Olivier first played Richard in 1944, when it became his first major post-war success. Modeled in part on Broadway producer Jed Harris, whom the actor considered one of the most evil people he had ever met, his Richard was as charismatic as he was crafty, luring the audience into caring about his fate before committing his greatest crimes, including the murder of the two young nephews who stand between him and the throne. It also represented one of his most extreme physical transformations, from the limp that made him look like a human spider, to the tapering, rat-like fingers.

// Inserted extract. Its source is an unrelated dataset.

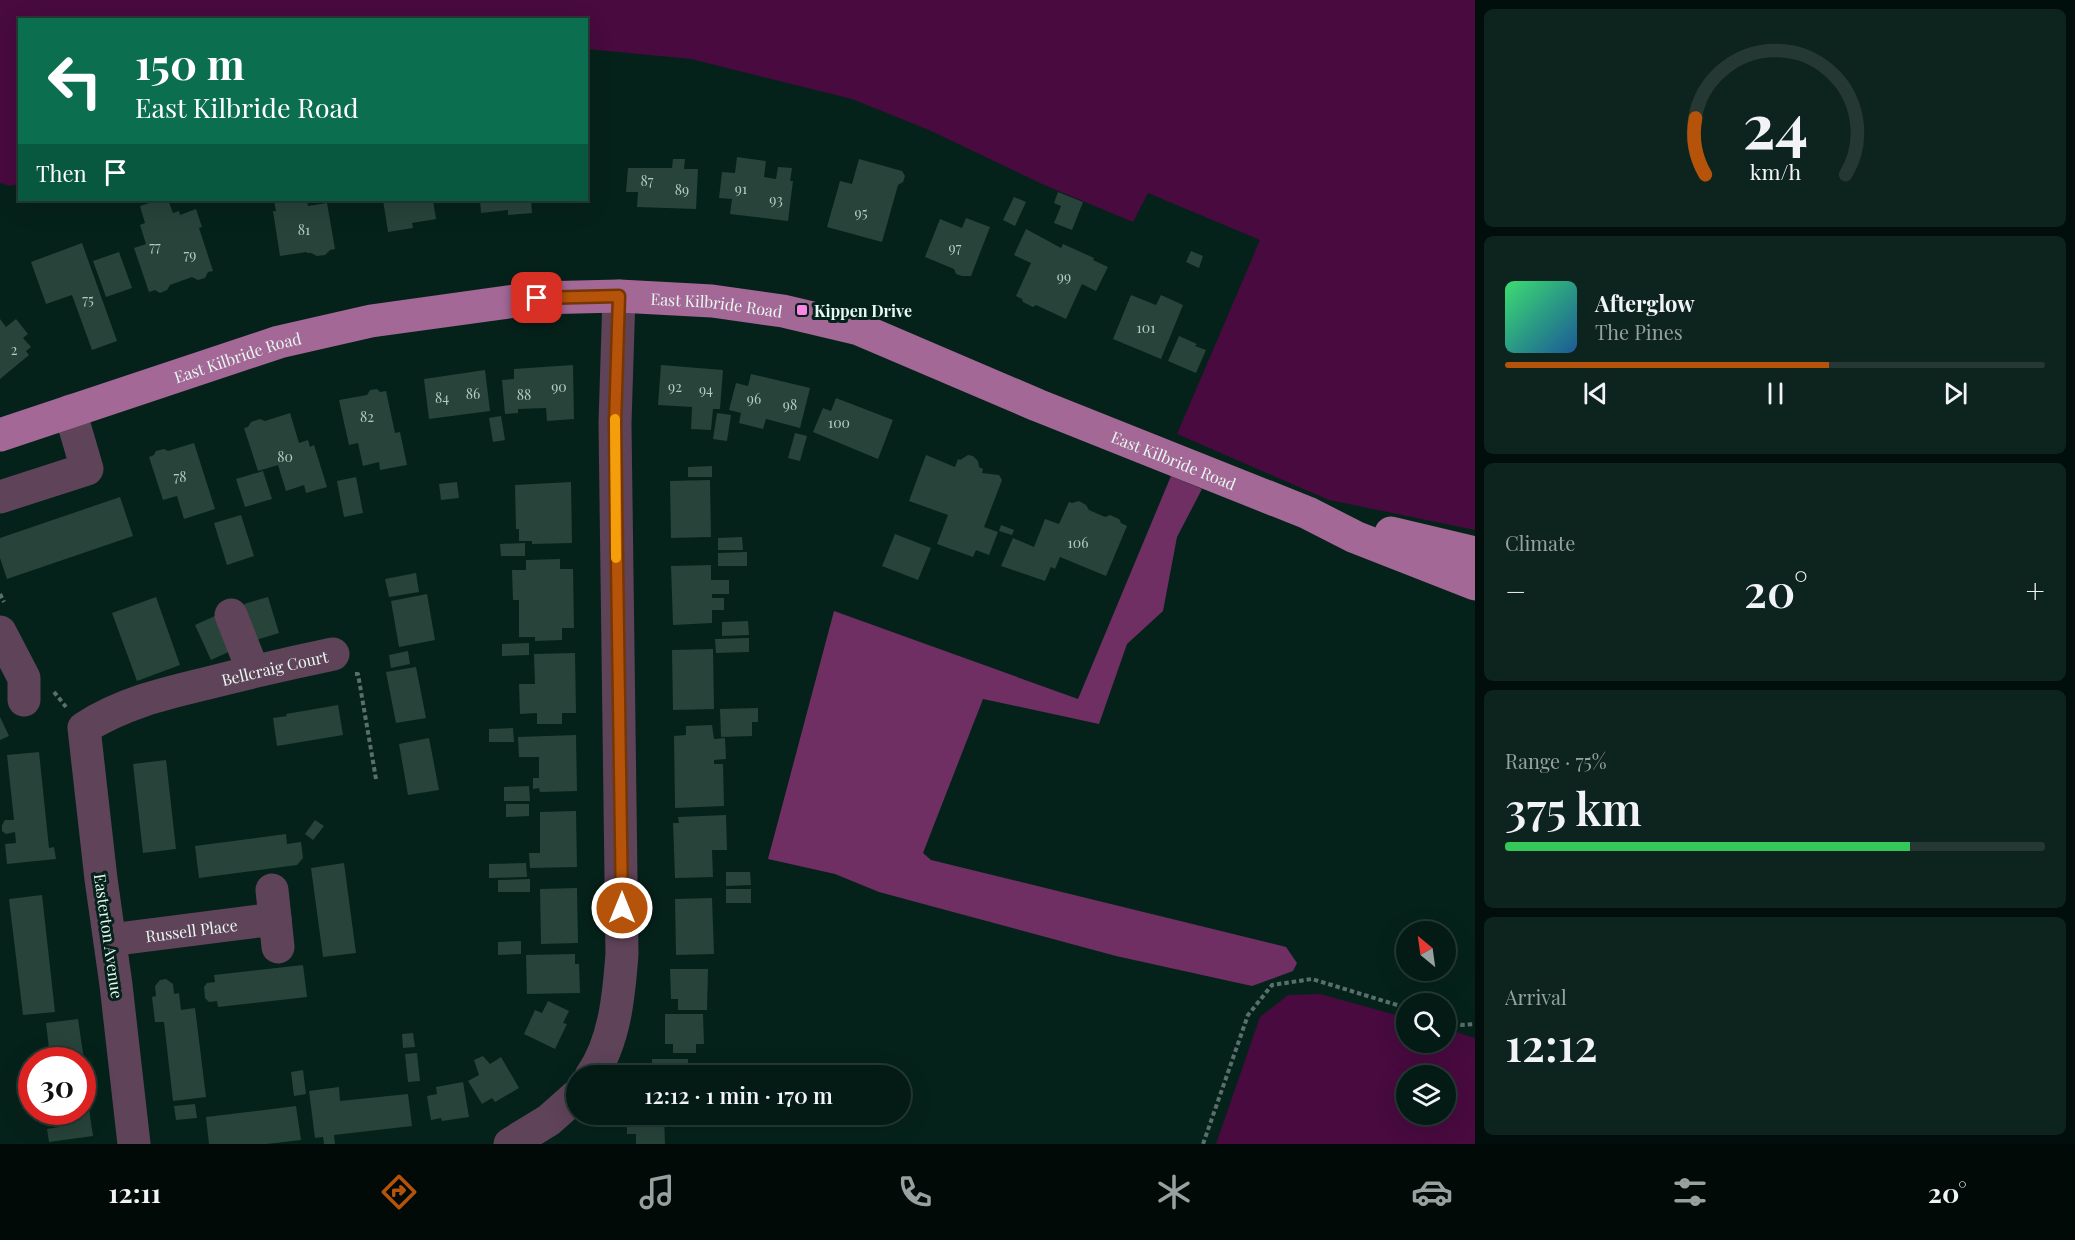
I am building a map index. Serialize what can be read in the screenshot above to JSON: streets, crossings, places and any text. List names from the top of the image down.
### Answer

By the mid-'50s, Olivier was in a critical slump. Although he was enjoying a long run in London opposite wife Vivien Leigh in Terence Rattigan's The Sleeping Prince (which he would film with Marilyn Monroe as The Prince and the Showgirl in 1957), the play was a trifle. Nor had his other recent stage or screen work done much to enhance the reputation of a man once hailed as the greatest actor of the British stage. Hoping to turn things around, he set out to secure funding for a film version of Macbeth in which he hoped to team with Leigh. When he had trouble finding the money, Sir Alexander Korda suggested that Richard III might be more bankable. Not only did he offer to fund the film, but also he promised to produce Macbeth for Olivier if Richard III proved profitable. With urging from Leigh, his son Tarquin and director Sir Carol Reed, he finally agreed, though Olivier only consented to direct the film when Reed proved unavailable.

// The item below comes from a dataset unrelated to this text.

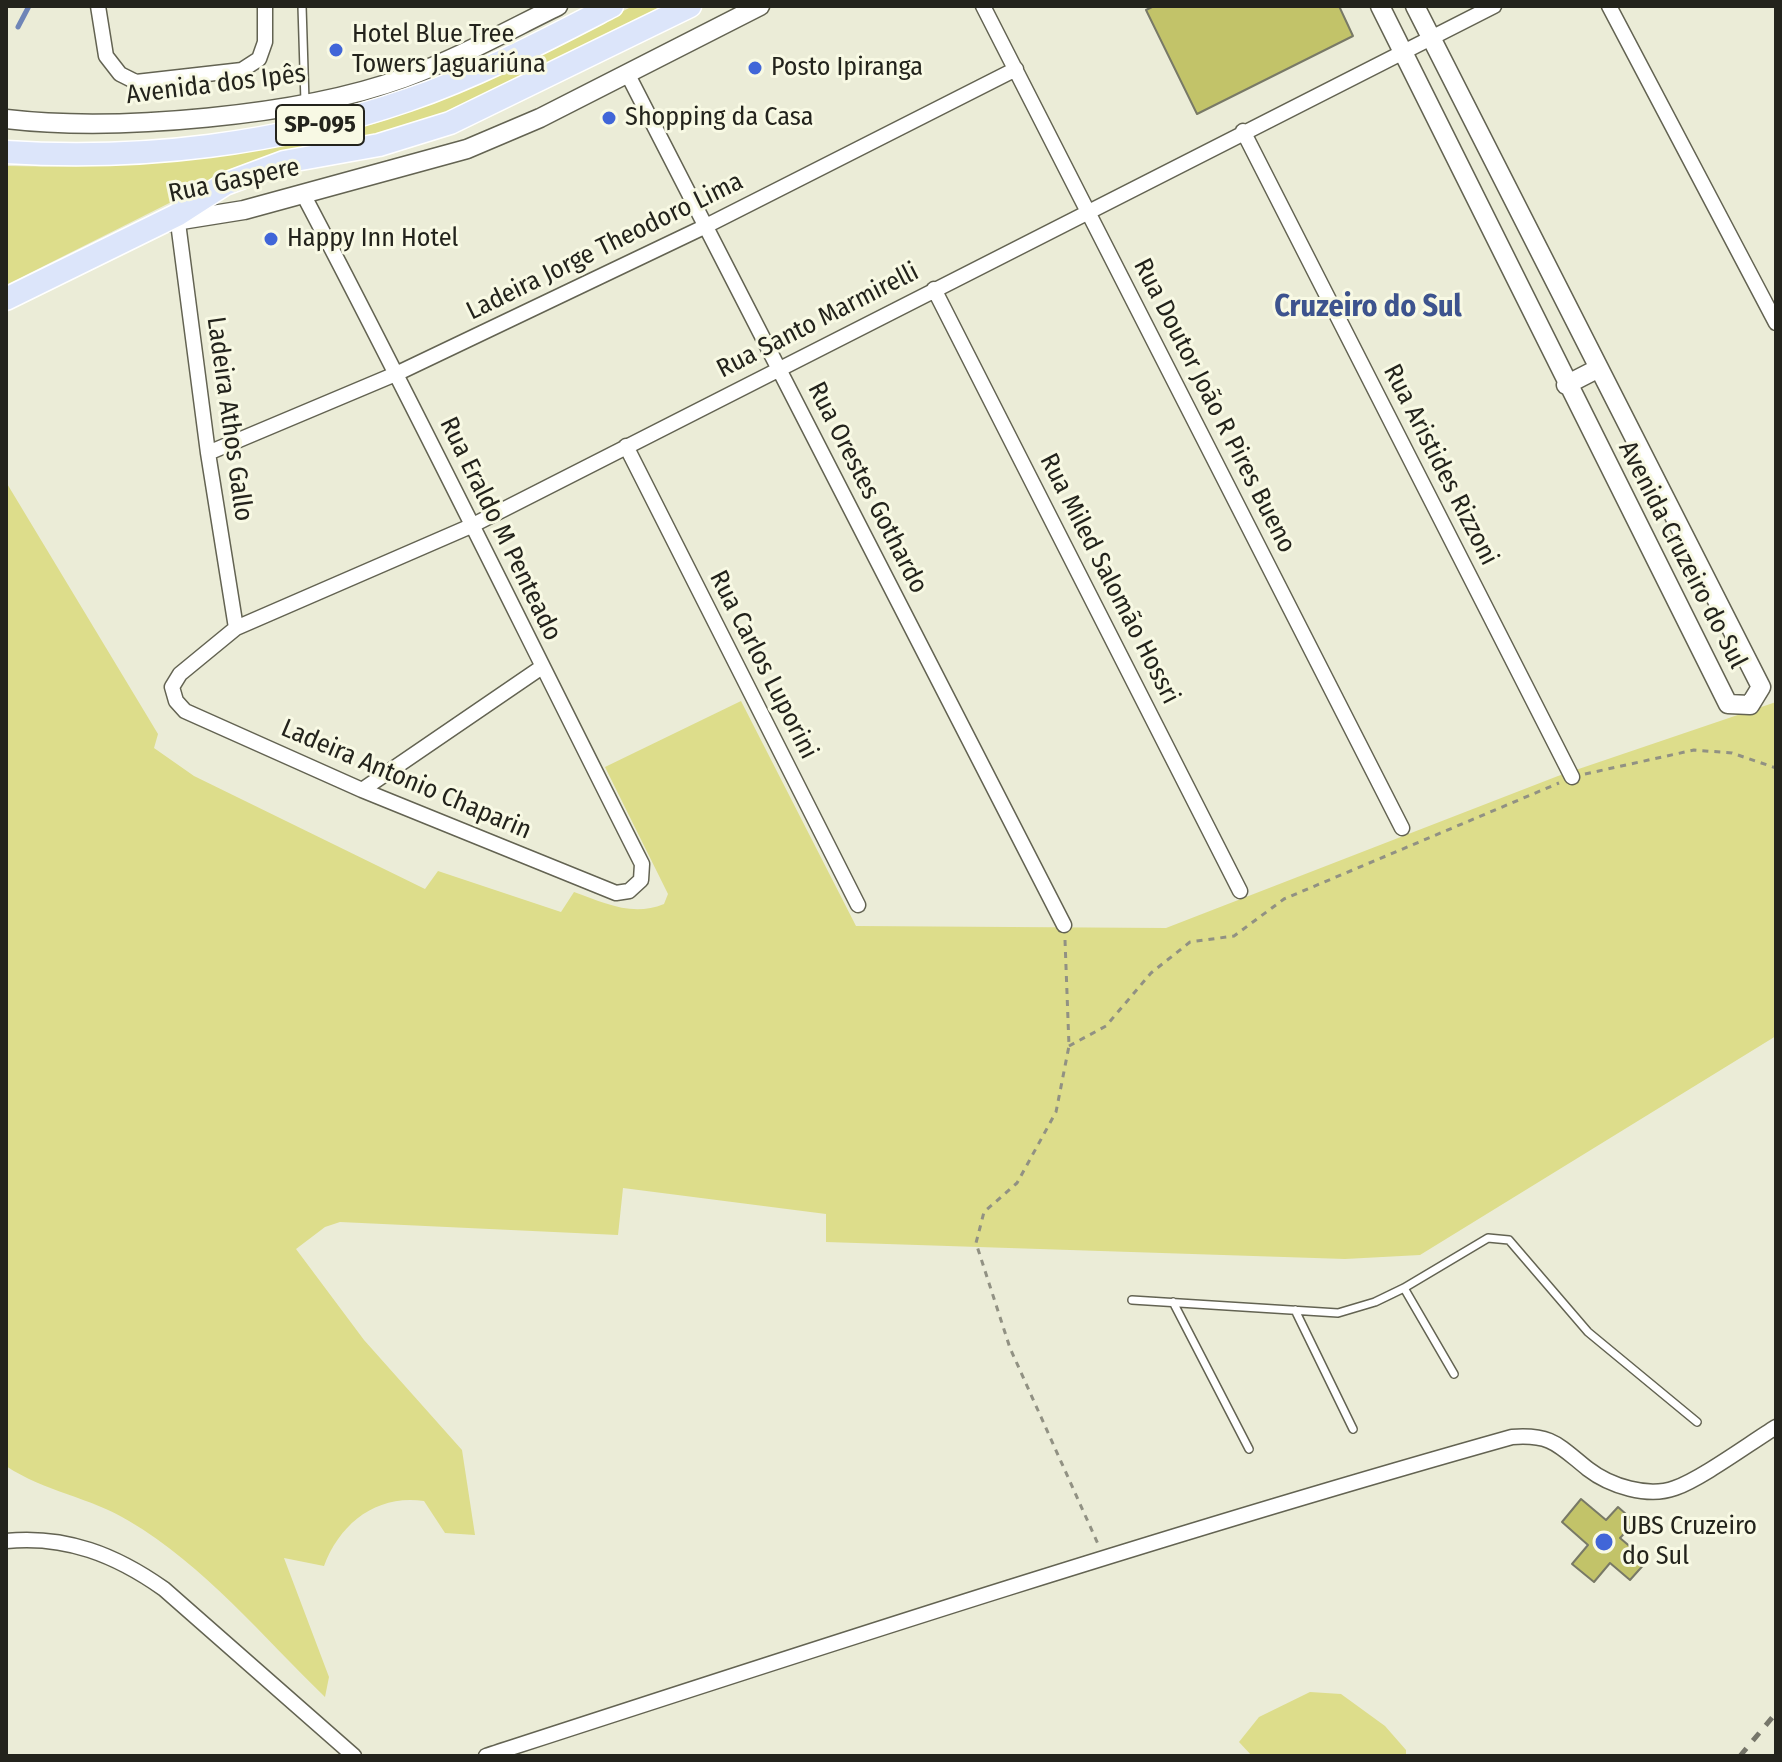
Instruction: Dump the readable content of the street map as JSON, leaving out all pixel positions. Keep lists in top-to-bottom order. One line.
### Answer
{"streets":{"main road":["SP-095"],"street":["Avenida dos Ipês","Rua Gaspere","Ladeira Jorge Theodoro Lima","Rua Santo Marmirelli","Rua Doutor João R Pires Bueno","Ladeira Athos Gallo","Rua Aristides Rizzoni","Rua Orestes Gothardo","Rua Eraldo M Penteado","Avenida Cruzeiro do Sul","Rua Miled Salomão Hossri","Rua Carlos Luporini","Ladeira Antonio Chaparin"]},"crossings":[["SP-095","Rua Gaspere"],["SP-095","Ladeira Athos Gallo"],["Rua Gaspere","Ladeira Athos Gallo"],["Rua Gaspere","Rua Orestes Gothardo"],["Rua Gaspere","Rua Eraldo M Penteado"],["Ladeira Jorge Theodoro Lima","Rua Doutor João R Pires Bueno"],["Ladeira Jorge Theodoro Lima","Ladeira Athos Gallo"],["Ladeira Jorge Theodoro Lima","Rua Orestes Gothardo"],["Ladeira Jorge Theodoro Lima","Rua Eraldo M Penteado"],["Rua Santo Marmirelli","Rua Doutor João R Pires Bueno"],["Rua Santo Marmirelli","Ladeira Athos Gallo"],["Rua Santo Marmirelli","Rua Aristides Rizzoni"],["Rua Santo Marmirelli","Rua Orestes Gothardo"],["Rua Santo Marmirelli","Rua Eraldo M Penteado"],["Rua Santo Marmirelli","Avenida Cruzeiro do Sul"],["Rua Santo Marmirelli","Rua Miled Salomão Hossri"],["Rua Santo Marmirelli","Rua Carlos Luporini"],["Rua Santo Marmirelli","Ladeira Antonio Chaparin"],["Rua Eraldo M Penteado","Ladeira Antonio Chaparin"]],"districts":["Cruzeiro do Sul"],"places":["Hotel Blue Tree Towers Jaguariúna","Posto Ipiranga","Shopping da Casa","Happy Inn Hotel","UBS Cruzeiro do Sul"]}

Initially, Olivier wanted to assemble an all-star cast. He approached Richard Burton about playing Richard's usurper, the future Henry VII, and also offered small roles to Robert Donat, John Mills and Richard Attenborough. Although none of them were available, he eventually assembled a cast that included four knights of the British Empire: himself, Sir Cedric Hardwicke, Sir John Gielgud and Sir Ralph Richardson. The latter was only cast because he had asked for the role of Buckingham, the conspirator Richard ultimately betrays. Olivier had wanted to cast another friend, Orson Welles, but couldn't disappoint Richardson. Years later he would admit that Welles would have been better in the role. During filming, he felt Richardson was playing too much for audience sympathy and failed to capture the character's deviousness.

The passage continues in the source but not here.